Until about four weeks ago, a Bill to reform logbook loans was expected in this parliamentary session. It was included in the Queen’s Speech, the Law Commission was tasked with drafting the text and the draft Goods Mortgages Bill was duly published last December. In effect, that was it—we were ready to go. And then the Government pulled the plug. On 14 May, we were told that there would no longer be a Bill and that the matter was to be referred to the Financial Conduct Authority—the FCA—in what looked like a kick into the long grass.
Many of us are nonplussed by the Government’s U-turn. The Bill is largely uncontroversial and will have all-party support. It is undeniable that in their present form logbook loans cause great consumer harm. To say that reform of the loans is long overdue is pretty much an understatement. The case for reform is absolutely overwhelming. Bills of sale—their official title—are governed by two statutes that are dated 1878 and 1882. They were designed in a different age to be used in a different age. They are antiquated and have no part to play in the consumer credit marketplace of the 21st century.
Andrew Bailey, the FCA’s chief executive, recently called them “quaint”. They are a lot more than that: they are downright dangerous. Although they are not a huge part of the high-cost credit market, they affect a really vulnerable group. Citizens Advice, for instance, found that clients with logbook loans had twice as many debts as those without.
Logbook loans are a way for borrowers to use their car or van as security for a loan. The problem for the borrower is that the vehicle becomes the property of the lender until the loan is repaid. If any payments are missed at any time during the agreement, the vehicle can be repossessed without a court order—and that routinely happens, not least because the interest rates are so high. One example from logbookloans.com is that if a customer borrows £850 over 18 months, they will pay flat-rate interest of 132%, with an annual percentage rate, or APR, of 450%. That equates to 18 monthly payments of £140.70, and a total cost of £2,533.
I will give a case study of someone who took out a logbook loan. Sophie lives in Greater Manchester—that is around my area—and she needs her car to get to work. Two years ago, she took out a logbook loan for £2,700, with payments of £688 a month. She kept up with them until recently, when she had to pay a large council tax bill and she fell into arrears. The logbook loan company repossessed her car. She tried to negotiate with the company, but it would not listen. It demanded the total cost of the loan—£7,000—in full and is threatening to add charges. She cannot get to work, as she has no car, and she has a loss of income and the risk of losing her job.
I do not think borrowers always realise what they are letting themselves in for. Many borrowers are desperate. Logbook loans are aimed at people who cannot borrow from anywhere else. They do not fully engage with details of the loan agreement. Frankly, the tone of the advertising is irresponsible. I quote from an online lender, Mobile Money Ltd:
“You could get a same day loan without leaving the house. Try out a loan from the UK’s longest running logbook loan lender. Click ‘Apply Now’.”

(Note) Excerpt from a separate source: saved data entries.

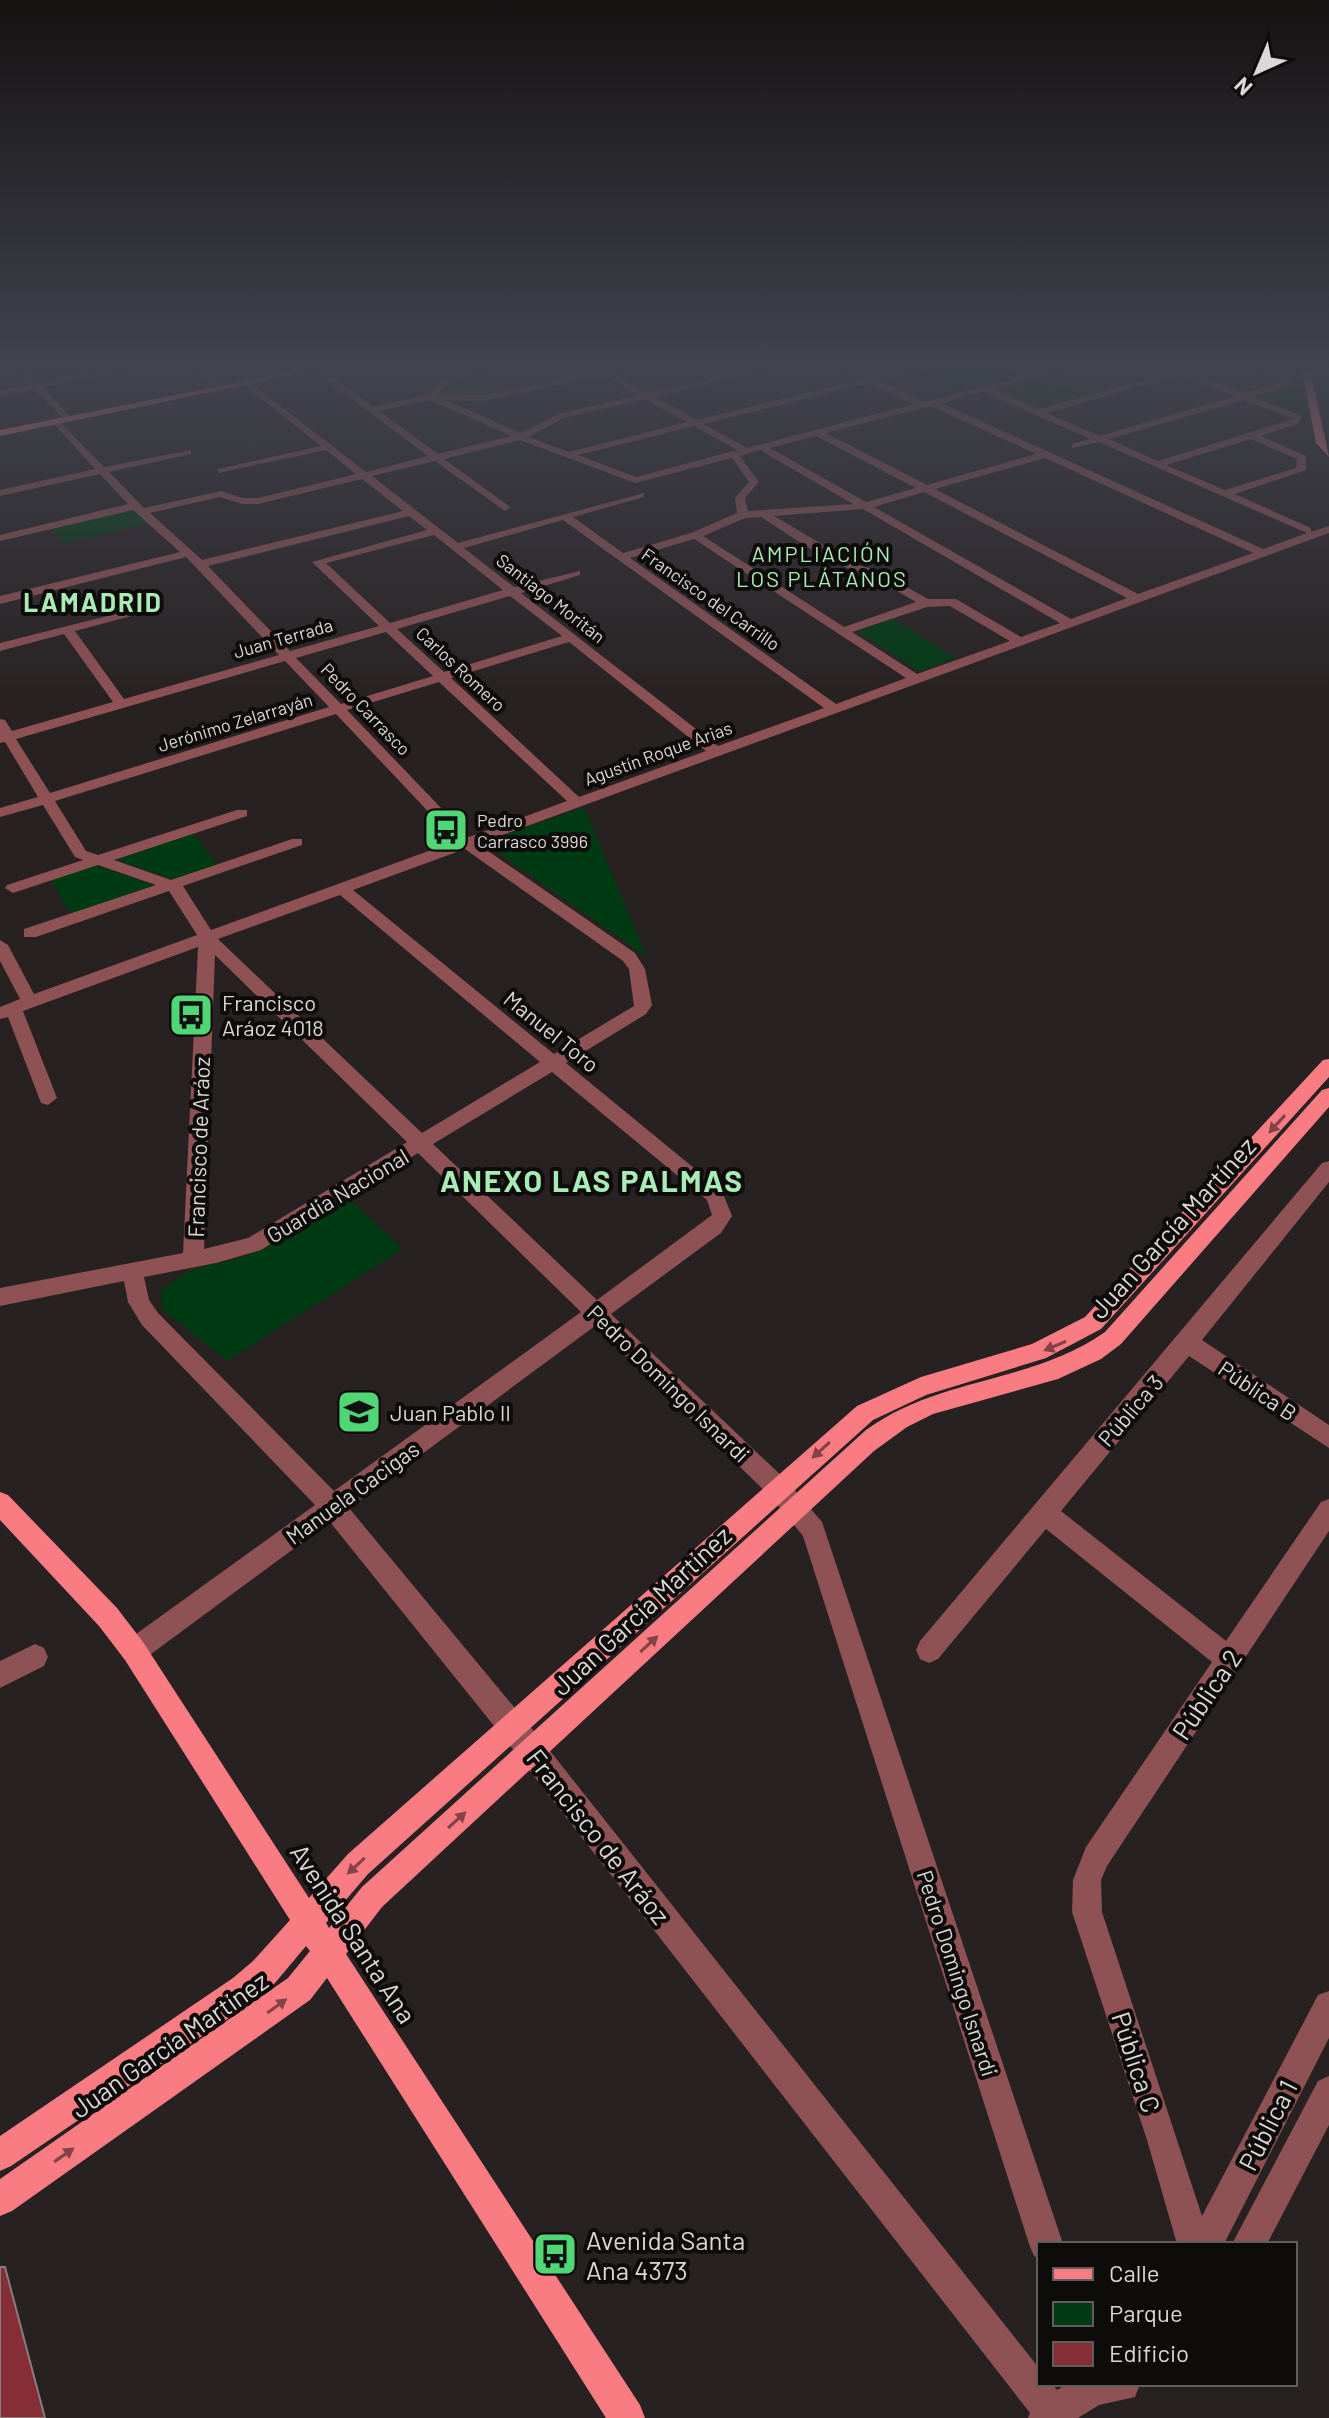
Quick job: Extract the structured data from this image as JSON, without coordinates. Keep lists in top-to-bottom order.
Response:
{
  "streets": {
    "main road": ["Juan García Martínez", "Avenida Santa Ana"],
    "street": [
      "Santiago Moritán",
      "Francisco del Carrillo",
      "Juan Terrada",
      "Carlos Romero",
      "Pedro Carrasco",
      "Jerónimo Zelarrayán",
      "Agustín Roque Arias",
      "Manuel Toro",
      "Francisco de Aráoz",
      "Guardia Nacional",
      "Pedro Domingo Isnardi",
      "Pública B",
      "Pública 3",
      "Manuela Cacigas",
      "Pública 2",
      "Pública C",
      "Pública 1"
    ]
  },
  "crossings": [
    ["Santiago Moritán", "Juan Terrada"],
    ["Santiago Moritán", "Carlos Romero"],
    ["Santiago Moritán", "Jerónimo Zelarrayán"],
    ["Santiago Moritán", "Agustín Roque Arias"],
    ["Francisco del Carrillo", "Agustín Roque Arias"],
    ["Juan Terrada", "Carlos Romero"],
    ["Juan Terrada", "Pedro Carrasco"],
    ["Carlos Romero", "Jerónimo Zelarrayán"],
    ["Carlos Romero", "Agustín Roque Arias"],
    ["Pedro Carrasco", "Jerónimo Zelarrayán"],
    ["Pedro Carrasco", "Agustín Roque Arias"],
    ["Pedro Carrasco", "Guardia Nacional"],
    ["Agustín Roque Arias", "Manuel Toro"],
    ["Agustín Roque Arias", "Francisco de Aráoz"],
    ["Agustín Roque Arias", "Pedro Domingo Isnardi"],
    ["Manuel Toro", "Guardia Nacional"],
    ["Manuel Toro", "Manuela Cacigas"],
    ["Francisco de Aráoz", "Guardia Nacional"],
    ["Francisco de Aráoz", "Juan García Martínez"],
    ["Francisco de Aráoz", "Pedro Domingo Isnardi"],
    ["Francisco de Aráoz", "Manuela Cacigas"],
    ["Guardia Nacional", "Pedro Domingo Isnardi"],
    ["Juan García Martínez", "Pedro Domingo Isnardi"],
    ["Juan García Martínez", "Avenida Santa Ana"],
    ["Pedro Domingo Isnardi", "Manuela Cacigas"],
    ["Pública B", "Pública 3"],
    ["Manuela Cacigas", "Avenida Santa Ana"],
    ["Pública 2", "Pública C"]
  ],
  "districts": ["AMPLIACIÓN LOS PLÁTANOS", "LAMADRID", "ANEXO LAS PALMAS"],
  "places": {
    "bus stop": ["Pedro Carrasco 3996", "Francisco Aráoz 4018", "Avenida Santa Ana 4373"],
    "school or university": ["Juan Pablo II"]
  },
  "legend": ["Calle", "Parque", "Edificio"],
  "north": "bottom left"
}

To suggest that someone should “Try out a loan” makes it sound more like pizza delivery than a serious lender. Those words are not appropriate.
The other key fact is that logbook loans do not just disadvantage the original lender; unlike any other kind of lending, they can also harm people who are not party to the loan. Someone who buys a car that, unbeknownst to them, is subject to a logbook loan can have it repossessed because the original owner did not keep up repayments. There is nothing they can do about that, even though they bought the car in good faith. It is not even as though they can do a hire purchase investigation check, which can be done with cars bought on hire purchase. That is a real legal loophole.
The Law Commission measure—the Goods Mortgages Bill—would have given borrowers protections similar to those offered by hire purchase law. They would have gained a new right to hand back their car to the lender without being responsible for the remainder of the loan, and there would have been a new requirement for lenders to obtain a court order before seizing goods, provided that the borrower had paid off a third of the loan and had opted in.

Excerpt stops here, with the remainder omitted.